### THE TASK:
The required result is each line of the entries below containing the string "fabs".

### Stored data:
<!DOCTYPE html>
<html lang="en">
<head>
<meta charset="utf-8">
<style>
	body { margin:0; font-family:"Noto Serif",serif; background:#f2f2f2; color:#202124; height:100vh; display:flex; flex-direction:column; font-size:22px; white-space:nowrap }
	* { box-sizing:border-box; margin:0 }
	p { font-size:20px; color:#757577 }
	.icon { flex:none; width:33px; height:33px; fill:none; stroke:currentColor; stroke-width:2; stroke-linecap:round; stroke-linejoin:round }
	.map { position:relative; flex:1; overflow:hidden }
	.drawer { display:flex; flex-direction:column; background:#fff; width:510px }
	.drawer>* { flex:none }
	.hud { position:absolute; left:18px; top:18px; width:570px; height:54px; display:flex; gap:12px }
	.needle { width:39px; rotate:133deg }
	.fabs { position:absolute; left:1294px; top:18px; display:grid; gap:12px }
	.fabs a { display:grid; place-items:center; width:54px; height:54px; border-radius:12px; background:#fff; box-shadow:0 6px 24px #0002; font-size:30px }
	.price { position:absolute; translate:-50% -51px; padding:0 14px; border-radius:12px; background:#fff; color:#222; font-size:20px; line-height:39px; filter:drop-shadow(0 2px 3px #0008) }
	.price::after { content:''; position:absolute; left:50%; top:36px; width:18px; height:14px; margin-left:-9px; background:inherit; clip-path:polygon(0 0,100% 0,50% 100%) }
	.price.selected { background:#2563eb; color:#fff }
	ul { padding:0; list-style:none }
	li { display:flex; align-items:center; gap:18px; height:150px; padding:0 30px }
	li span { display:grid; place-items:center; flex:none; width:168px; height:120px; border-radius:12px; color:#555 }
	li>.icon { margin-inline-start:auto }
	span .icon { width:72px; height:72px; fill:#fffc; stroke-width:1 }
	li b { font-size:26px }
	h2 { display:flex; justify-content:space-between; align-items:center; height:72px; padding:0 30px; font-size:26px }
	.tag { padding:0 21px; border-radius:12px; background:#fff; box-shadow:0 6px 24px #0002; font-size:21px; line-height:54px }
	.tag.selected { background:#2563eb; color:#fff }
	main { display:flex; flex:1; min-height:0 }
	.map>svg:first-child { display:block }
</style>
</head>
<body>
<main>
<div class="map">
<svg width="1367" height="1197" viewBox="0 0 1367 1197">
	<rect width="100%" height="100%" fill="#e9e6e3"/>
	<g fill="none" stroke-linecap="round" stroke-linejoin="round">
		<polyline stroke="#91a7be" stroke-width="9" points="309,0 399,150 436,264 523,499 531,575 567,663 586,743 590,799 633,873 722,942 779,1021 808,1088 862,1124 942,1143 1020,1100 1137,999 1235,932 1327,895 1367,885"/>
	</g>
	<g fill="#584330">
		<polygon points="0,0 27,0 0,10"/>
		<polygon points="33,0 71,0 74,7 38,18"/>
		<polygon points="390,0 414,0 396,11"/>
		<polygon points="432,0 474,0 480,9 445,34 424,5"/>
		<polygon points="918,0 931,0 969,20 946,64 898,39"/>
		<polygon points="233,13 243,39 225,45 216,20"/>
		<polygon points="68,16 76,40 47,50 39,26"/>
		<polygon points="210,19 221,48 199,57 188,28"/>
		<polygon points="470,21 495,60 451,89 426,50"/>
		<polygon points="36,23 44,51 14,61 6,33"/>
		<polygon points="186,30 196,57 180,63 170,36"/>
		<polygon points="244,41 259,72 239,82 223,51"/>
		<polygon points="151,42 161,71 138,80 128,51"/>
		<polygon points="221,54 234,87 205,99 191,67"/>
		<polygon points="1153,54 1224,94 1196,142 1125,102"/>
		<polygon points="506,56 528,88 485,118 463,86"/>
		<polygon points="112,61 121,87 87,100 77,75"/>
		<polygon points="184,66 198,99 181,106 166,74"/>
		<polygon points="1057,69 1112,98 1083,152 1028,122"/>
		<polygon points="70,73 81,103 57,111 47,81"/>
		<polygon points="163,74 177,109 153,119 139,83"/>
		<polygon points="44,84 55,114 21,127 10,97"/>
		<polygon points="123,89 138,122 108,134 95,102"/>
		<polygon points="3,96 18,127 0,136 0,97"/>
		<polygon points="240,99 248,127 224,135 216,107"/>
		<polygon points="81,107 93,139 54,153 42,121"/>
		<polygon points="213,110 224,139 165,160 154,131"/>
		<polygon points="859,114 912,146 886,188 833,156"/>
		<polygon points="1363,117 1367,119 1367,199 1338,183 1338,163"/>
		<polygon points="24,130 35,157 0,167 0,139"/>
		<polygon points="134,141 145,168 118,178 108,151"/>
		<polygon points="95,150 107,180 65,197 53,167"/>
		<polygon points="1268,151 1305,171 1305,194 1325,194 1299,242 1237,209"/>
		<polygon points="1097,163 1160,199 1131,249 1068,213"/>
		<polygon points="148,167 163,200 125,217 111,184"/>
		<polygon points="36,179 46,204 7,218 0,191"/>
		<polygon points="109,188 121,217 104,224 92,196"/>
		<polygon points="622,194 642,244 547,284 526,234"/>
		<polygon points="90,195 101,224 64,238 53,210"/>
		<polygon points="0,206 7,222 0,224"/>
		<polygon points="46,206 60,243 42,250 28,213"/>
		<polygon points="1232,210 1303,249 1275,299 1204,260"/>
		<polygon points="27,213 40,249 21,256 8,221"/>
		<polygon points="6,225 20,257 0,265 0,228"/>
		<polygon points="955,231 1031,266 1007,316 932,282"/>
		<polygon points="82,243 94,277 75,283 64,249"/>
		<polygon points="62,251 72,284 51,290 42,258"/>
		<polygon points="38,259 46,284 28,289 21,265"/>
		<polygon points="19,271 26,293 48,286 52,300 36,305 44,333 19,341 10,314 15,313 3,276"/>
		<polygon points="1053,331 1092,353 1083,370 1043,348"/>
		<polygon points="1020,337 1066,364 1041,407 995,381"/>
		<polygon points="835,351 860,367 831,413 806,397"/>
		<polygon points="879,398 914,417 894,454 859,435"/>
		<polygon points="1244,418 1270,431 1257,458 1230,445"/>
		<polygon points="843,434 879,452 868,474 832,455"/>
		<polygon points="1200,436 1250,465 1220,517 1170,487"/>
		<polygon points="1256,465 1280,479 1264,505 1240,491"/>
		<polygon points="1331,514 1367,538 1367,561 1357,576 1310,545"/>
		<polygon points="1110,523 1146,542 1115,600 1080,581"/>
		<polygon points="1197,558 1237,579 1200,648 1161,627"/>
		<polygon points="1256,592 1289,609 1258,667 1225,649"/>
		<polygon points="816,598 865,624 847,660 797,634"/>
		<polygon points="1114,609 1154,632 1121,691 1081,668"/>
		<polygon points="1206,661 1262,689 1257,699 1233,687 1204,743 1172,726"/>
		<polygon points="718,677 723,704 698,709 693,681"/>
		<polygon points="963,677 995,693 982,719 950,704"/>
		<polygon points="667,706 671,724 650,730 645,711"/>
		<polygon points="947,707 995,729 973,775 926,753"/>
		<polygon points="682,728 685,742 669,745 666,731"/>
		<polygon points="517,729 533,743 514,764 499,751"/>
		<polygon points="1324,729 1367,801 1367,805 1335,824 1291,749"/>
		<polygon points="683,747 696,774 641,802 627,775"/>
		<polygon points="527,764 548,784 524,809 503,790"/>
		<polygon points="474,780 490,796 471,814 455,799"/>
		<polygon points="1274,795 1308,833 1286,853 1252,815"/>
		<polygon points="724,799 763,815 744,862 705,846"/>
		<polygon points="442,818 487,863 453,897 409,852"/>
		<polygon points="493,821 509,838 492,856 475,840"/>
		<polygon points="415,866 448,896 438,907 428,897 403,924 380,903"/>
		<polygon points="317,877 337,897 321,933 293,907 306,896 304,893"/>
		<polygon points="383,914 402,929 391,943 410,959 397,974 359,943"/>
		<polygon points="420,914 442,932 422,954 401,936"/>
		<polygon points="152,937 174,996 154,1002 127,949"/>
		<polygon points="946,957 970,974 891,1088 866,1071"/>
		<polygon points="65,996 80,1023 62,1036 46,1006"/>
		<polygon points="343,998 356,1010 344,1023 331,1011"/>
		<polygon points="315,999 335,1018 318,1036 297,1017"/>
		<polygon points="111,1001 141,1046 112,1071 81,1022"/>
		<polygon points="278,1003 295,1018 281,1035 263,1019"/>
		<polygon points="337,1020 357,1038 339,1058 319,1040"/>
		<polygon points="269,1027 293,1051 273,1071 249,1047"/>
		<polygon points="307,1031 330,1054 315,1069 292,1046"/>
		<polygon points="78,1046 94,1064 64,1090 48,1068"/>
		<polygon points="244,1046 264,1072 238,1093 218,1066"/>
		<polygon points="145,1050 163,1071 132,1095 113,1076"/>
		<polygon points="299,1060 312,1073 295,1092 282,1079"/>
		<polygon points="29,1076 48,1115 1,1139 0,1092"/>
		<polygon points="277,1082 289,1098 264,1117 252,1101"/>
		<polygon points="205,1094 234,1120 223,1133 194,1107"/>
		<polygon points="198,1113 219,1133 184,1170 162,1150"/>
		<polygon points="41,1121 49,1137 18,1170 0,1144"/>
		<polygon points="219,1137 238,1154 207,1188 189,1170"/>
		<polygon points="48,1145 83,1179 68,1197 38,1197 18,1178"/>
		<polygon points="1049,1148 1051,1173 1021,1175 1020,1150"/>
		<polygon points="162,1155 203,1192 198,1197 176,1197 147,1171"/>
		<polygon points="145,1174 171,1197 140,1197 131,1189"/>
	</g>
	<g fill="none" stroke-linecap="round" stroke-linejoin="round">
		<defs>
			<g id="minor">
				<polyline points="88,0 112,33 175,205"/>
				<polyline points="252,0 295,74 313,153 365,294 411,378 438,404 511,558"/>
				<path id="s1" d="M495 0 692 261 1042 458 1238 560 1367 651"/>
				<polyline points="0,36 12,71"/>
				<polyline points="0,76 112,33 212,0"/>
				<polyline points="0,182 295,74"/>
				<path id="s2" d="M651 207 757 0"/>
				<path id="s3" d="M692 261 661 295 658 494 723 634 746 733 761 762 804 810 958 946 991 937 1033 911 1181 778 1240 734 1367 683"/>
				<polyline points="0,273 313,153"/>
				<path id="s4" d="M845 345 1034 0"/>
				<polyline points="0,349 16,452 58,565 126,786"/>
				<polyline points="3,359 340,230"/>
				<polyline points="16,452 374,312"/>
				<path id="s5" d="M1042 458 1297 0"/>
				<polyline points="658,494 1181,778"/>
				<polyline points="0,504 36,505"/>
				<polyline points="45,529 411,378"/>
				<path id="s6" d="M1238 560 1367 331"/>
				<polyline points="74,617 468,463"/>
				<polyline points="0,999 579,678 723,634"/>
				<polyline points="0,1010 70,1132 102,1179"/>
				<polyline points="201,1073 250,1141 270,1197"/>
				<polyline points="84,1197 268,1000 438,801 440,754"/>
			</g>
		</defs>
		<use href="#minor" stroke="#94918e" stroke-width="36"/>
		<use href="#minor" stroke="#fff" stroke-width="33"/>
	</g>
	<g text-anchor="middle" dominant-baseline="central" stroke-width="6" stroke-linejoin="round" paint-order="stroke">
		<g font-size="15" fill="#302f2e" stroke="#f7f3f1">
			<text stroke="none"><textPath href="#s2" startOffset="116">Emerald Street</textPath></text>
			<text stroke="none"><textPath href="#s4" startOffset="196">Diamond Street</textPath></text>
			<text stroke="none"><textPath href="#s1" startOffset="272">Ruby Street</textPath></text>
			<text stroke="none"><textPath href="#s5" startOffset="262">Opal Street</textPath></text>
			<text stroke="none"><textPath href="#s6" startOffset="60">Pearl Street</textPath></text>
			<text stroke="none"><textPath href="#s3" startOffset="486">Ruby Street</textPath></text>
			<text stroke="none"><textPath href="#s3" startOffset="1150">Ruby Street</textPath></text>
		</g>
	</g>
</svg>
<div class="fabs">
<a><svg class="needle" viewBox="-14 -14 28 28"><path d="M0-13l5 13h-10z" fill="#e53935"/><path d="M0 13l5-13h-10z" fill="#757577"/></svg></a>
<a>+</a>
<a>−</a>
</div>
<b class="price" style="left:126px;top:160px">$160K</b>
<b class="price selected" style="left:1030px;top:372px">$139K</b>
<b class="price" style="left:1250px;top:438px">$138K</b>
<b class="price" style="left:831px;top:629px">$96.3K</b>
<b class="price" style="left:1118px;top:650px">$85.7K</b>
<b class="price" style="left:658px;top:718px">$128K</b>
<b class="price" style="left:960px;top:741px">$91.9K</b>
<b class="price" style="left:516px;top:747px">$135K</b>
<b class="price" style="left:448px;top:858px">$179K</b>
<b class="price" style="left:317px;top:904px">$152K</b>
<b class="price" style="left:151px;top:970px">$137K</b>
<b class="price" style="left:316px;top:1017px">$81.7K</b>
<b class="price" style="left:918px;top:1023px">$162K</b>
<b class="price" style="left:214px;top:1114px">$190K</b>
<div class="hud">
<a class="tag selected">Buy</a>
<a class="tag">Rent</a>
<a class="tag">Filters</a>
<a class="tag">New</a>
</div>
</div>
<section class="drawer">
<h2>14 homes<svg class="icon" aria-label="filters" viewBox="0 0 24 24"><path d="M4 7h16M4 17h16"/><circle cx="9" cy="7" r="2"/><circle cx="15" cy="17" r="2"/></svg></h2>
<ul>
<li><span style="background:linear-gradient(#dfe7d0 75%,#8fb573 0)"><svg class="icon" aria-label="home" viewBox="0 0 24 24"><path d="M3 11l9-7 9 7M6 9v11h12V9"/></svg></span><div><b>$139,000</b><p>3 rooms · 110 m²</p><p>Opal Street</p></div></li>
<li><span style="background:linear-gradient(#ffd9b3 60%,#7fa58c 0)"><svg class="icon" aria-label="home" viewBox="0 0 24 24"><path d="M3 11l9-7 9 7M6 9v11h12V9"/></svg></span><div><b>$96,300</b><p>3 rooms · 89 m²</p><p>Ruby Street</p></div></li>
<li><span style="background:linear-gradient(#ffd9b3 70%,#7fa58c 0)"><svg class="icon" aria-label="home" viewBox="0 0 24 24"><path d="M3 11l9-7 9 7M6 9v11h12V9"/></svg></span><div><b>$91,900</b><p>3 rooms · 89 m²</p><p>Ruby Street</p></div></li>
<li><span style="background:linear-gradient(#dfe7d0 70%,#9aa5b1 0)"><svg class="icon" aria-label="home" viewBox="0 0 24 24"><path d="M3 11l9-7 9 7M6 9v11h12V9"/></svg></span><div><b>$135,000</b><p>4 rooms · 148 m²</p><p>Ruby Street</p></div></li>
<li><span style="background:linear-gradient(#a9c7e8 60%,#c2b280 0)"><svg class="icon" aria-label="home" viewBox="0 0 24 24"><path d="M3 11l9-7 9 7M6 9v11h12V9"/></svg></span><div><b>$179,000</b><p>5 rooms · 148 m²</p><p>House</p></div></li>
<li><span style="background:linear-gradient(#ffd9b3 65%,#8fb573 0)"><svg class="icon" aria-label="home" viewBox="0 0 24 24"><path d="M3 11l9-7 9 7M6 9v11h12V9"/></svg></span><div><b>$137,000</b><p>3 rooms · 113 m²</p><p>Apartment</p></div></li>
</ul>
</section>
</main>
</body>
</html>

### ANSWER SECTION:
	.fabs { position:absolute; left:1294px; top:18px; display:grid; gap:12px }
	.fabs a { display:grid; place-items:center; width:54px; height:54px; border-radius:12px; background:#fff; box-shadow:0 6px 24px #0002; font-size:30px }
<div class="fabs">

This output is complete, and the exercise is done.